• What is being asked
Output the full listing below exactly; the images stay out.

• Provided material
• • • • •
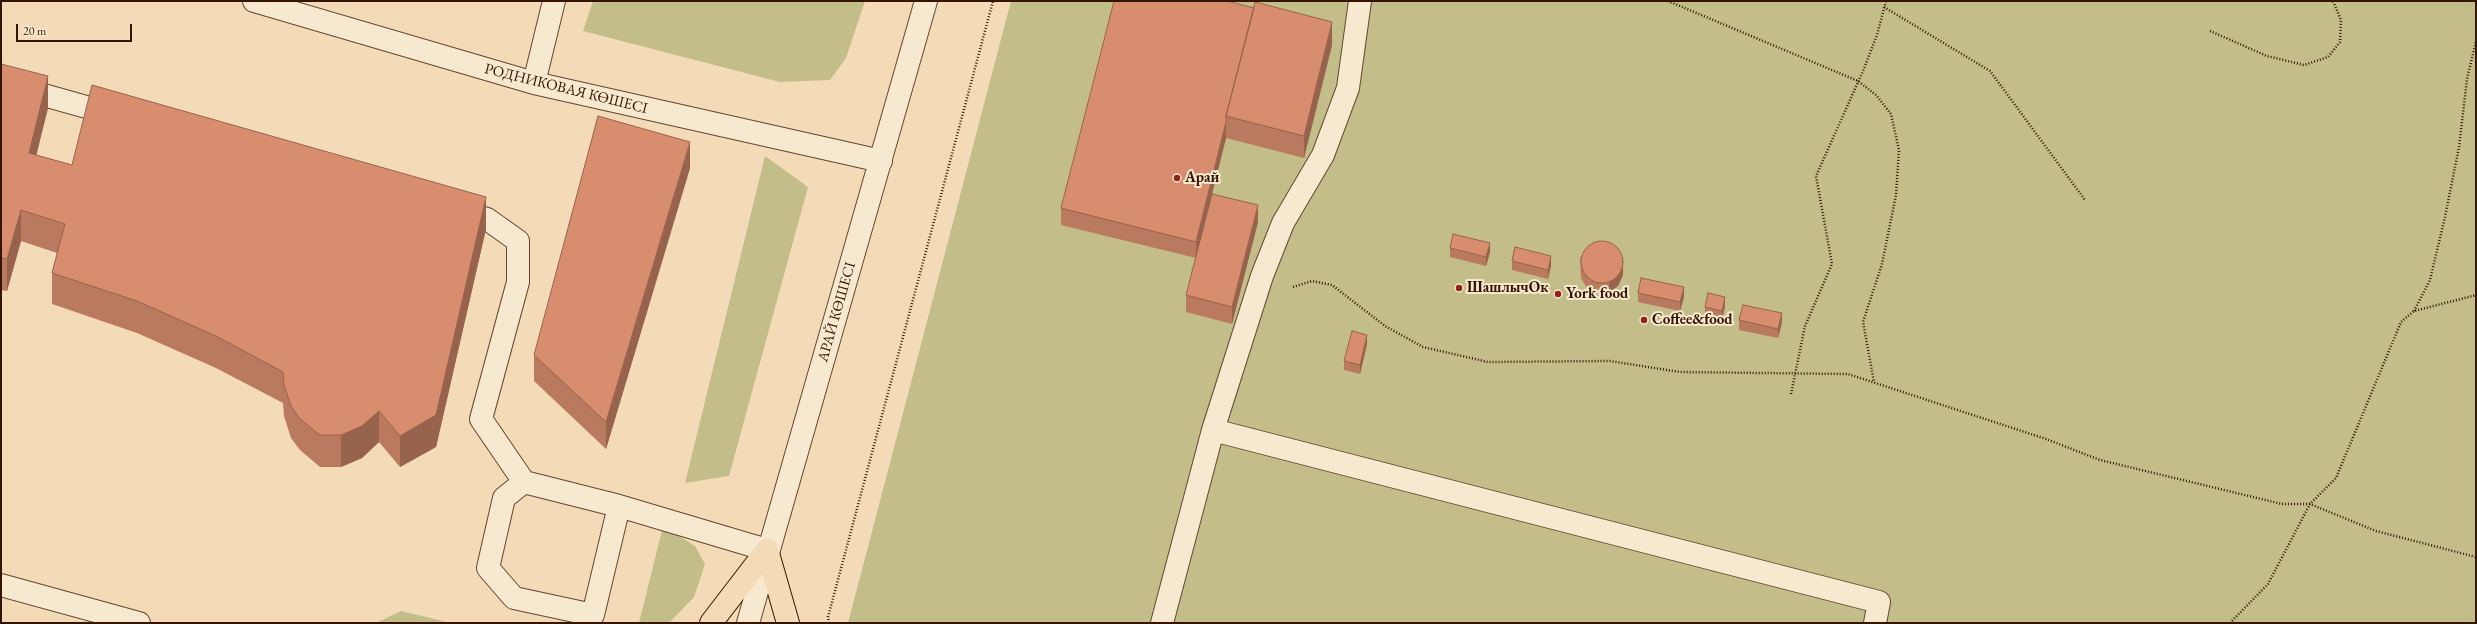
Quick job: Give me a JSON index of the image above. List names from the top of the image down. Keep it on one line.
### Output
{"streets":{"street":["РОДНИКОВАЯ КӨШЕСІ","АРАЙ КӨШЕСІ"]},"crossings":[["РОДНИКОВАЯ КӨШЕСІ","АРАЙ КӨШЕСІ"]],"places":["Арай","ШашлычОк","York food","Coffee&food"],"scale_bar":"20 m"}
• • • • •
• Answer area
Quick job: Give me a JSON index of the image above. List names from the top of the image down. Keep it on one line.
### Output
{"streets":{"street":["РОДНИКОВАЯ КӨШЕСІ","АРАЙ КӨШЕСІ"]},"crossings":[["РОДНИКОВАЯ КӨШЕСІ","АРАЙ КӨШЕСІ"]],"places":["Арай","ШашлычОк","York food","Coffee&food"],"scale_bar":"20 m"}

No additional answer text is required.